* Exercise prompt
Each entry is to be retyped exactly as it appears, and each image is to be dropped.

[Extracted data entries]
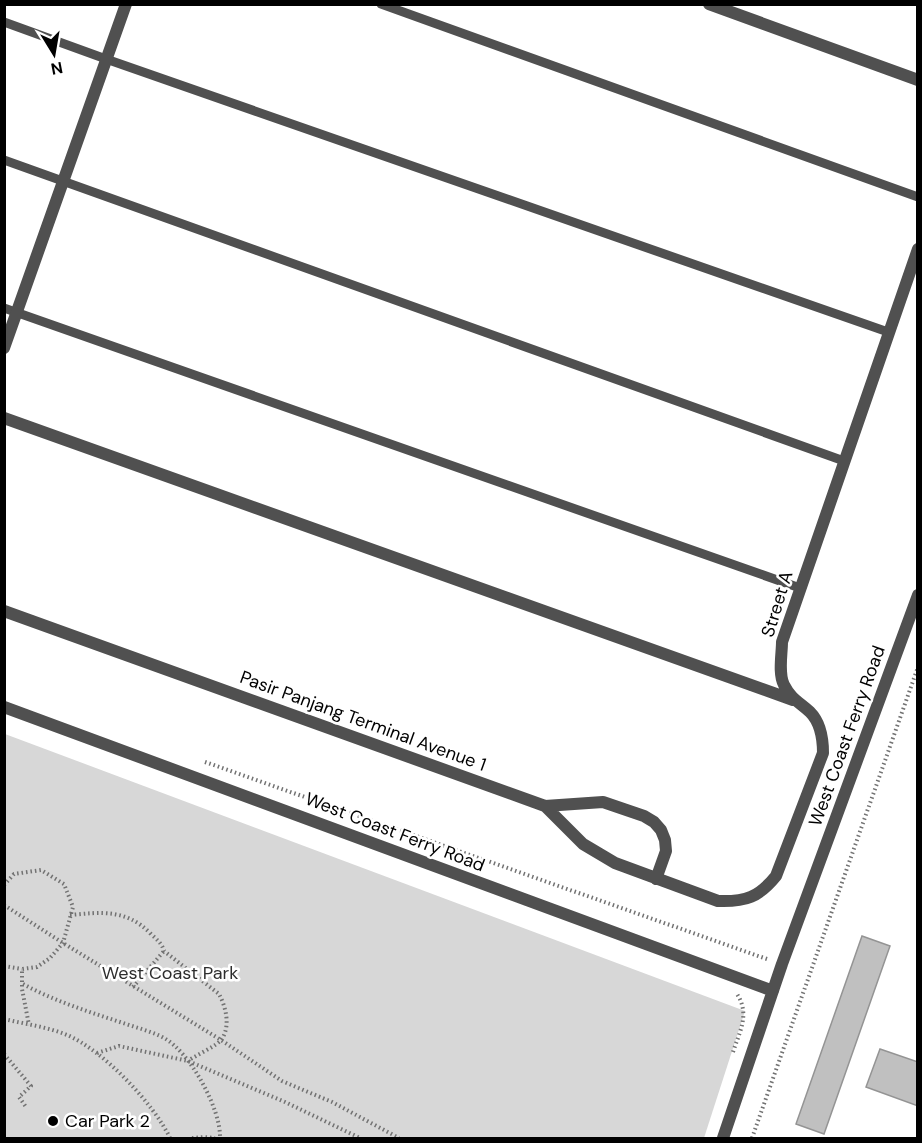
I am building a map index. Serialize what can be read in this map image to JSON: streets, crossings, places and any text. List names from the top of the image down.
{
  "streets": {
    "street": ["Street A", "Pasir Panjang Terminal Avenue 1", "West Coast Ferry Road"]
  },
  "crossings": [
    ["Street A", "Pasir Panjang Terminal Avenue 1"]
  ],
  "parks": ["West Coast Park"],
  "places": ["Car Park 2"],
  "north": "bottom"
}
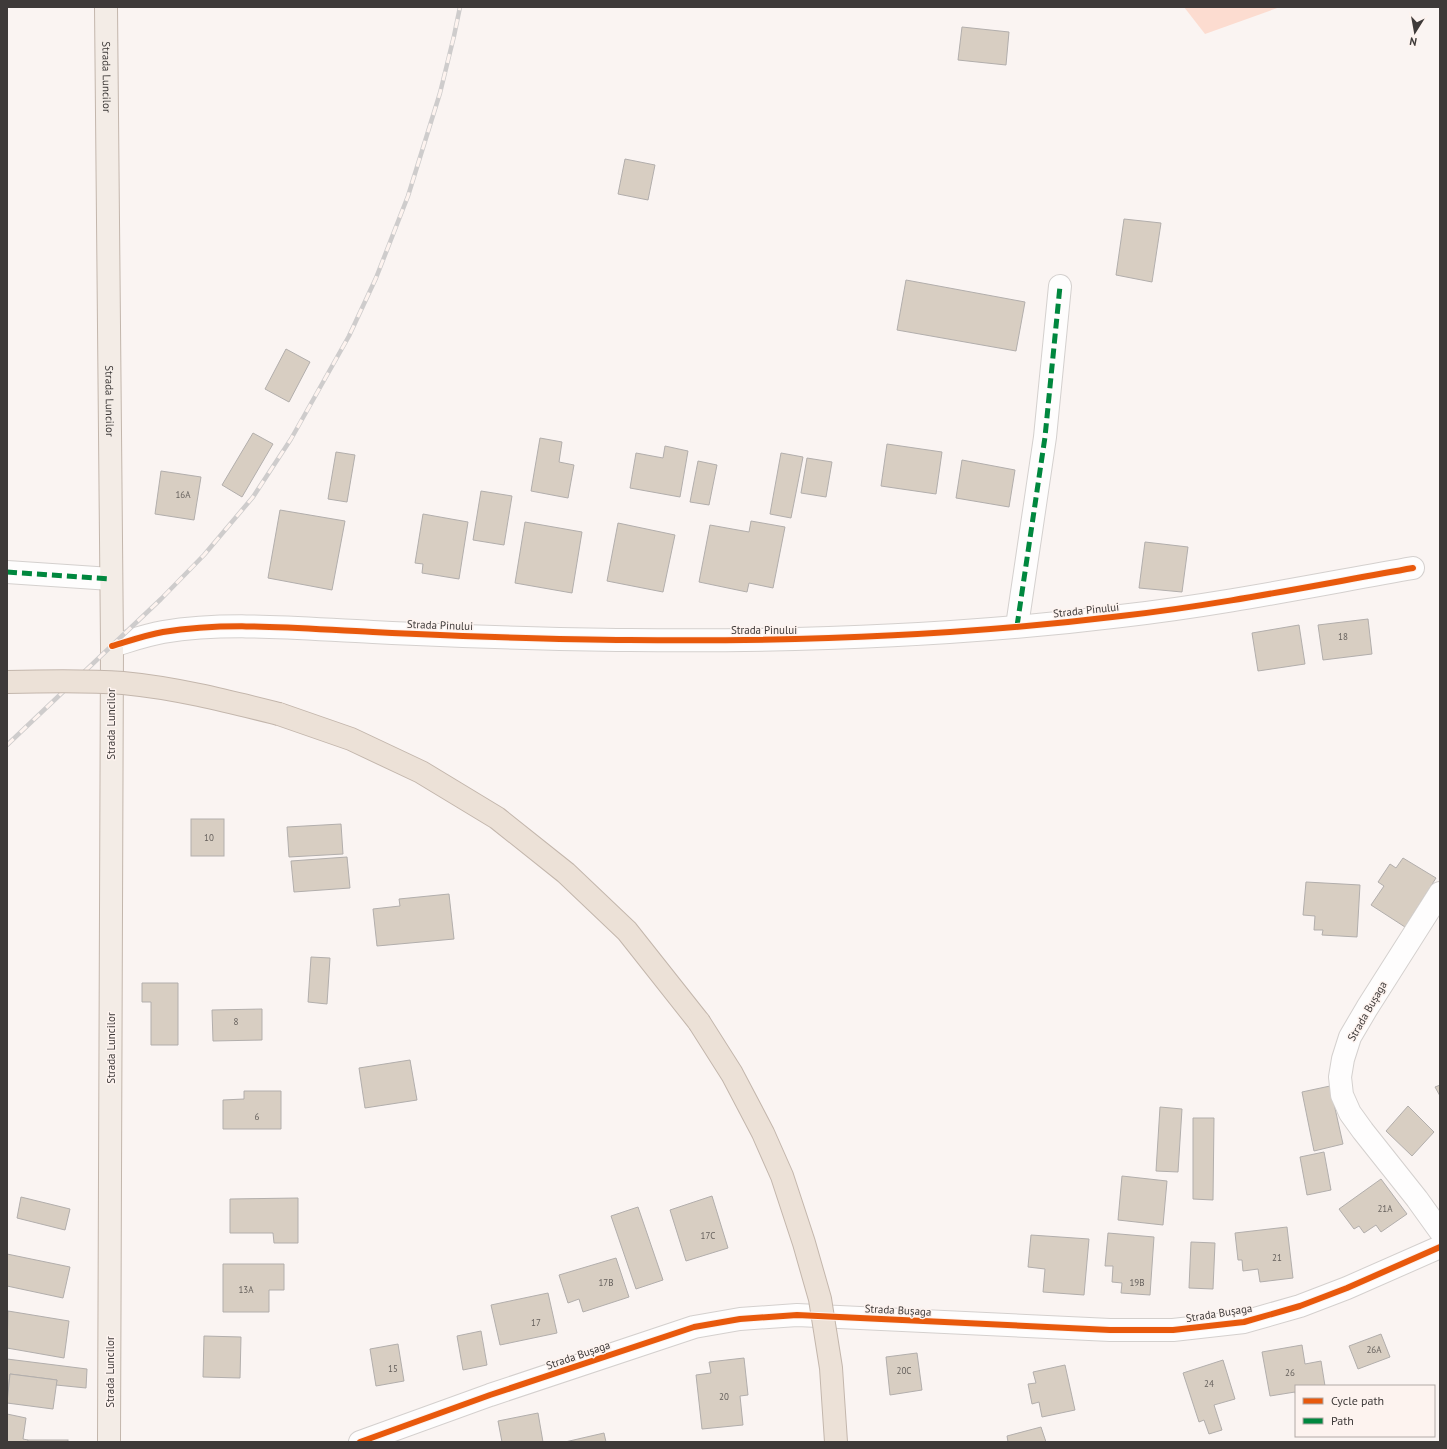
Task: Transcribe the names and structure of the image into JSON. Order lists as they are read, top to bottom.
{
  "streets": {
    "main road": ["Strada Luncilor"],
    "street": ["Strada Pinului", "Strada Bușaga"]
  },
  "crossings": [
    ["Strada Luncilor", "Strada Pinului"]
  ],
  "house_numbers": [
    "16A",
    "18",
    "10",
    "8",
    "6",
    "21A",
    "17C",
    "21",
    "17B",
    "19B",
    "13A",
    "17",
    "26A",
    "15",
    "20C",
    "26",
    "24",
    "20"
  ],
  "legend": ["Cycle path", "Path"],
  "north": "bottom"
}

* Result for this task
I am building a map index. Serialize what can be read in this map image to JSON: streets, crossings, places and any text. List names from the top of the image down.
{
  "streets": {
    "street": ["Street A", "Pasir Panjang Terminal Avenue 1", "West Coast Ferry Road"]
  },
  "crossings": [
    ["Street A", "Pasir Panjang Terminal Avenue 1"]
  ],
  "parks": ["West Coast Park"],
  "places": ["Car Park 2"],
  "north": "bottom"
}
Task: Transcribe the names and structure of the image into JSON. Order lists as they are read, top to bottom.
{
  "streets": {
    "main road": ["Strada Luncilor"],
    "street": ["Strada Pinului", "Strada Bușaga"]
  },
  "crossings": [
    ["Strada Luncilor", "Strada Pinului"]
  ],
  "house_numbers": [
    "16A",
    "18",
    "10",
    "8",
    "6",
    "21A",
    "17C",
    "21",
    "17B",
    "19B",
    "13A",
    "17",
    "26A",
    "15",
    "20C",
    "26",
    "24",
    "20"
  ],
  "legend": ["Cycle path", "Path"],
  "north": "bottom"
}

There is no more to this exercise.